背が高くて、顔が見えなかった。でも光の中に立って、広斗くんに向かって手を差し伸べていた。

「あの人が、守ってくれてた人だな」と俺は言った。

広斗くんが頷いた。

「行っていいんだぞ」

広斗くんは俺の手を離した。朝倉の手も離した。


一歩、踏み出した。

二歩、三歩。

白い光に向かって、走り出した。ランドセルが揺れた。


白い着物の男が、広斗くんを受け止めた。

二つの光が重なって——

消えた。


山が、静かになった。

鳥の声がした。風が吹いた。普通の、秋の始まりの山だった。


田村先生が、山道を見ながら言った。

「……よかった」

その声が、かすれていた。

午後、田村先生が警察に連絡した。

山の中を捜索した結果、その日の夕方に広斗くんの体が見つかった。山道を外れた、木の根元だった。


ニュースで流れた。

行方不明の南広斗くん、遺体で発見。死因は調査中

俺はニュースを見ながら、広斗くんが笑って走っていく姿を思い出した。


帰れた。
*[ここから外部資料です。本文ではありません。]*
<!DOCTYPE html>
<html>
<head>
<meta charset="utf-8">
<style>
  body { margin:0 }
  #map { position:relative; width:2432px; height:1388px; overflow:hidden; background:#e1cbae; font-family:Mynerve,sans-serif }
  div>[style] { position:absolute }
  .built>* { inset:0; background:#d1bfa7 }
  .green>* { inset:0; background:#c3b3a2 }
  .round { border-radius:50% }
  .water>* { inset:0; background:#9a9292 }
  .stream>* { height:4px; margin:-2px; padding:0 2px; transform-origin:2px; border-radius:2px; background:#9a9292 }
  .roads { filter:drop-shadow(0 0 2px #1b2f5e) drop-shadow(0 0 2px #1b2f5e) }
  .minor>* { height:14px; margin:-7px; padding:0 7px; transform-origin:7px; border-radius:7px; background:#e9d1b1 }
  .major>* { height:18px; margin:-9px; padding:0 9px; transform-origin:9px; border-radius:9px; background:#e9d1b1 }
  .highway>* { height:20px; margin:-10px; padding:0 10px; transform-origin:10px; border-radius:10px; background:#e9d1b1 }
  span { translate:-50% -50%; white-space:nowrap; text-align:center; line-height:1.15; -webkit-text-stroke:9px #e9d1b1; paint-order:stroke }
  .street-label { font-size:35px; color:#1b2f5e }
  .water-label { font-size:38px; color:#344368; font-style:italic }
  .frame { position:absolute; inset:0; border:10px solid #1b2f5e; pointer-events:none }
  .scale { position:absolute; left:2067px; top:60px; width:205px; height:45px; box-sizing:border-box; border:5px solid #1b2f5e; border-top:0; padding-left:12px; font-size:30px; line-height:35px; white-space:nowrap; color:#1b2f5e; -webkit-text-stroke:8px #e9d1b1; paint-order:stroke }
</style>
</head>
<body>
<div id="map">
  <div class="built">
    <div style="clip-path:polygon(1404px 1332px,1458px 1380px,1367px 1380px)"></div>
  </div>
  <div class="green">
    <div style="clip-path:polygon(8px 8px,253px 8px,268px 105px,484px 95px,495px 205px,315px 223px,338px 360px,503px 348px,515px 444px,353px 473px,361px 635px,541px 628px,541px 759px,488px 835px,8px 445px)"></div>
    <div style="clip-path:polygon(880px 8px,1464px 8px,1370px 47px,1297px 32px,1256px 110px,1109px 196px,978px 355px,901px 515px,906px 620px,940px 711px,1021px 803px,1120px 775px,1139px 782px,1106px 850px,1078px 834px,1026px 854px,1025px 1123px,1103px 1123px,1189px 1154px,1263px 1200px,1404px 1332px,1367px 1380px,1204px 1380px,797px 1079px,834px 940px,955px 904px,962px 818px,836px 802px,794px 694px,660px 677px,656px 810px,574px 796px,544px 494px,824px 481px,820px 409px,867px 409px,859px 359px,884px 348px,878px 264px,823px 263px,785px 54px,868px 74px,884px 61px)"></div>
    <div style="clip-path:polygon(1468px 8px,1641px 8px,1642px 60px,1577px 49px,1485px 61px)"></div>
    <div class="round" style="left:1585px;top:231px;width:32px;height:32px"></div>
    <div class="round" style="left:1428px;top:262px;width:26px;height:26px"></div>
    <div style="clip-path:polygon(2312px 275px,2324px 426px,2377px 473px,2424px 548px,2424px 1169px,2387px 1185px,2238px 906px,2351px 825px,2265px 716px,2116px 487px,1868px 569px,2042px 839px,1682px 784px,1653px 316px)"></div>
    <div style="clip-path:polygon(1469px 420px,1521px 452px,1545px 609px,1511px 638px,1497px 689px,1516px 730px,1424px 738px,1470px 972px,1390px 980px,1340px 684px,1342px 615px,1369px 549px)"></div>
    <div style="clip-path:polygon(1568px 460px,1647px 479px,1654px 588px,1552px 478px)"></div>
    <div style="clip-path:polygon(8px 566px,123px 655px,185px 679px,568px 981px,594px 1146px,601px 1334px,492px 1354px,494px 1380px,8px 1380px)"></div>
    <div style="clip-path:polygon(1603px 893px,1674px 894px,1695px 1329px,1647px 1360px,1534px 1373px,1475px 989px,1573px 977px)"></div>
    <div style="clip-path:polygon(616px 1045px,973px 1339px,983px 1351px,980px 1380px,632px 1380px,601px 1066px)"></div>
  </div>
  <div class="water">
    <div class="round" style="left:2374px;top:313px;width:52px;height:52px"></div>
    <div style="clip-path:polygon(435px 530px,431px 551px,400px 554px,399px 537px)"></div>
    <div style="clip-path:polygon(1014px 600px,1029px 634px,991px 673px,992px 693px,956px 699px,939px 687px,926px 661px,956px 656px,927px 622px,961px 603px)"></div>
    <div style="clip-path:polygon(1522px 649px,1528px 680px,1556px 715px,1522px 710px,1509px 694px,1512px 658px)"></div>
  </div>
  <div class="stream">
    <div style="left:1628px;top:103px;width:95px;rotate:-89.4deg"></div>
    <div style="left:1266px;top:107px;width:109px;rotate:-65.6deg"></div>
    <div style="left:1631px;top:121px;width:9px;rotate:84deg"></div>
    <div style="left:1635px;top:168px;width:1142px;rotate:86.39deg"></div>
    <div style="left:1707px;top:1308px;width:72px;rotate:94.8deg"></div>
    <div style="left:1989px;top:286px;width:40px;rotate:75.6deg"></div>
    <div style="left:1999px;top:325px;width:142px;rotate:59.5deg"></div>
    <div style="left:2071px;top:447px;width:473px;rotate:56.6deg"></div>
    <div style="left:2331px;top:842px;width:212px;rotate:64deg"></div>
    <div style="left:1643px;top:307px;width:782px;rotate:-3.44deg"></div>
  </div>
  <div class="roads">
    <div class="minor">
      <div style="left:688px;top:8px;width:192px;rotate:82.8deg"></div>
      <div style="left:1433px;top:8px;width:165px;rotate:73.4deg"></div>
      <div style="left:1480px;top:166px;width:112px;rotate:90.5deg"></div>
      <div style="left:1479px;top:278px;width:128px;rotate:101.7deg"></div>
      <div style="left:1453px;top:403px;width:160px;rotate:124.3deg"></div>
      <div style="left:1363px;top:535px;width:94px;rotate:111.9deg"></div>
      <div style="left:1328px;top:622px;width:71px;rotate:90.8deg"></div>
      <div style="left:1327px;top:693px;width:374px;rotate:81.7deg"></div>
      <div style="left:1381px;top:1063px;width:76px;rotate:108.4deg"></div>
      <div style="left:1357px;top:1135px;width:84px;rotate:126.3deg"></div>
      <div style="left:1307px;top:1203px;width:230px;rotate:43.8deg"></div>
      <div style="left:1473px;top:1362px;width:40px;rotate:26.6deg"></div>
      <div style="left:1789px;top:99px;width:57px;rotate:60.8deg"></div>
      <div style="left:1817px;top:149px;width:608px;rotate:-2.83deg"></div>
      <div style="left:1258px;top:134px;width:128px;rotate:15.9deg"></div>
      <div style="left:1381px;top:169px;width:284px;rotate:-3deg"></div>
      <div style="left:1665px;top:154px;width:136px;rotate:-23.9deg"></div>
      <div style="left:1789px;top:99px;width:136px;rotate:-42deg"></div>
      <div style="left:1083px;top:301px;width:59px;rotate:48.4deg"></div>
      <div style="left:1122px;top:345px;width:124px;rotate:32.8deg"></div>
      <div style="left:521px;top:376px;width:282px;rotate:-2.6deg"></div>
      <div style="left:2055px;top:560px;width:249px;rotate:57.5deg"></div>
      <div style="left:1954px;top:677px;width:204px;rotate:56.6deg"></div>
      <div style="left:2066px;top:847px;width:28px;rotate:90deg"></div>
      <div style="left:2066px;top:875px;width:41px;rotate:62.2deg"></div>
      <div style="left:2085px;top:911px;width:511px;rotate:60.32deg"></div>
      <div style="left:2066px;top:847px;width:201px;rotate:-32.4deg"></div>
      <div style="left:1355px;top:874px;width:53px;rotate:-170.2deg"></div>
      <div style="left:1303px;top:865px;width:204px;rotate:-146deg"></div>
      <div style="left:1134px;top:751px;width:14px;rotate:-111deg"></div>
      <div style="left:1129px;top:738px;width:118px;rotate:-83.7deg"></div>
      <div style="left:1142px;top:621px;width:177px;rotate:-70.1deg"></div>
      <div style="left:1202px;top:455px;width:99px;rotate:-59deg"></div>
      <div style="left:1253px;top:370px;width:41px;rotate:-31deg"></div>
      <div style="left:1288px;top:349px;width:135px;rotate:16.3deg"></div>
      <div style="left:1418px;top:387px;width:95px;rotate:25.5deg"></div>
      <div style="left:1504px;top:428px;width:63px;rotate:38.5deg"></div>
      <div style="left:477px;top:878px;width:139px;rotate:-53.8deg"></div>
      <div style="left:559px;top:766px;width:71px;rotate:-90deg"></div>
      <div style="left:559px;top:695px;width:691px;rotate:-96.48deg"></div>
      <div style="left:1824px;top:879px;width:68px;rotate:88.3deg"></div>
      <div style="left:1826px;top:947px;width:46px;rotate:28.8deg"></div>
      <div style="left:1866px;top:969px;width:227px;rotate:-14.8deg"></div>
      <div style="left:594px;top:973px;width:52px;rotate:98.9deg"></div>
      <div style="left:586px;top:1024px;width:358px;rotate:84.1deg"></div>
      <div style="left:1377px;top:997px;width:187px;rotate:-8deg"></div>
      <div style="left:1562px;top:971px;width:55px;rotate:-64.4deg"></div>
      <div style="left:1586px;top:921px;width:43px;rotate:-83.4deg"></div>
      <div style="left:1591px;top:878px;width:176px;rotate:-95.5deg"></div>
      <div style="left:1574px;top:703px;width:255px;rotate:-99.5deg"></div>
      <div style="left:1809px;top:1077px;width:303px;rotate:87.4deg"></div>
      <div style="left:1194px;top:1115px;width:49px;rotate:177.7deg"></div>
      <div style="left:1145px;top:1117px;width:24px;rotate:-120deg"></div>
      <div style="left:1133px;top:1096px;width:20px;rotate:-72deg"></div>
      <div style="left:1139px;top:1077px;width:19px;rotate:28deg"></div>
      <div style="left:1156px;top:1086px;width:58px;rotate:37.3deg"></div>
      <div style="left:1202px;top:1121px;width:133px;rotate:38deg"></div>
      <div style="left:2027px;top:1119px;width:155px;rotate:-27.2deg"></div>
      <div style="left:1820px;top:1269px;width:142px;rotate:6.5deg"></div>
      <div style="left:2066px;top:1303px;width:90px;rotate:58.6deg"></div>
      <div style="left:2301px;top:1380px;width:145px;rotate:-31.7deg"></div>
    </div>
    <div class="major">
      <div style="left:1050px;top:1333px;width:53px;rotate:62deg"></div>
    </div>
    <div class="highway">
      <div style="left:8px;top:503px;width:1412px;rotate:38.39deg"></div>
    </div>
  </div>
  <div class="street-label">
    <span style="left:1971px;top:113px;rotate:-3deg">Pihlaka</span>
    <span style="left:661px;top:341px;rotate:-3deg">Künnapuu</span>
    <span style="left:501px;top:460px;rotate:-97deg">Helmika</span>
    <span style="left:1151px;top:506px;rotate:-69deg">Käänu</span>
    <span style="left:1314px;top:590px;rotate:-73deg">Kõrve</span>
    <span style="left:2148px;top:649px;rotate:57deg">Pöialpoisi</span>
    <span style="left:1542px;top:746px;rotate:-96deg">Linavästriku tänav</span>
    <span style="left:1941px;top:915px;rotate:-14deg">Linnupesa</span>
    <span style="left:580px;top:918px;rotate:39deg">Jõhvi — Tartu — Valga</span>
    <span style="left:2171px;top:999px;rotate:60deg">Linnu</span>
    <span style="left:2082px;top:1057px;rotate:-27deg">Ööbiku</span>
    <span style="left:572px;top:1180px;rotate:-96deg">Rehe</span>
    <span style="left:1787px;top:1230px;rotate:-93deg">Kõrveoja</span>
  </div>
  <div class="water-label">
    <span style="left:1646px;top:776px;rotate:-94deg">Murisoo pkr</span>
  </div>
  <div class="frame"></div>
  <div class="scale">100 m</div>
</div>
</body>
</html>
ちゃんと、帰れた。

翌日、朝倉が図書室で待っていた。

俺が席に着くと、朝倉は開いていたノートを閉じた。


「白い着物の男のこと、調べた」

「分かったのか」

「たぶん」朝倉はノートの表紙を指でなぞった。

「瀬戸家の最後の当主、昭和の初めに亡くなったって話、覚えてる?」

「ああ」

「名前が残ってた。瀬戸 白哉」

しろや

「白い、という字が入ってる」

「そう」朝倉は俺を見た。「白哉さんが、ずっとこの土地を守り続けてたんだと思う。神社が廃れても、誰も管理しなくなっても——一人で」


俺は山の方を見た。窓から、裏山の稜線が見えた。

「剣を返したことで、白哉さんも力を取り戻したんだな」

「そう思う。広斗くんを助けられたのも、その力があったから」朝倉は窓の外を見た。「でも——白哉さんが一人で守れる範囲には、限界がある」

「まだ何か出るということか」

「この土地には、まだ帰れない者がいるかもしれない」朝倉はノートを開いた。新しいページに、白哉という名前が書いてあった。「それと——白哉さん自身も、まだ帰れていない」

俺は朝倉を見た。


「白哉さんを、帰してあげないといけないのか」

「それが——」朝倉は静かに言った。「第二シーズンの、本当のテーマだと思う」

図書室の窓から、秋の空が見えた。

青くて、高くて、どこまでも続いていた。

その空の向こうに——白哉さんが、まだいるのかもしれない。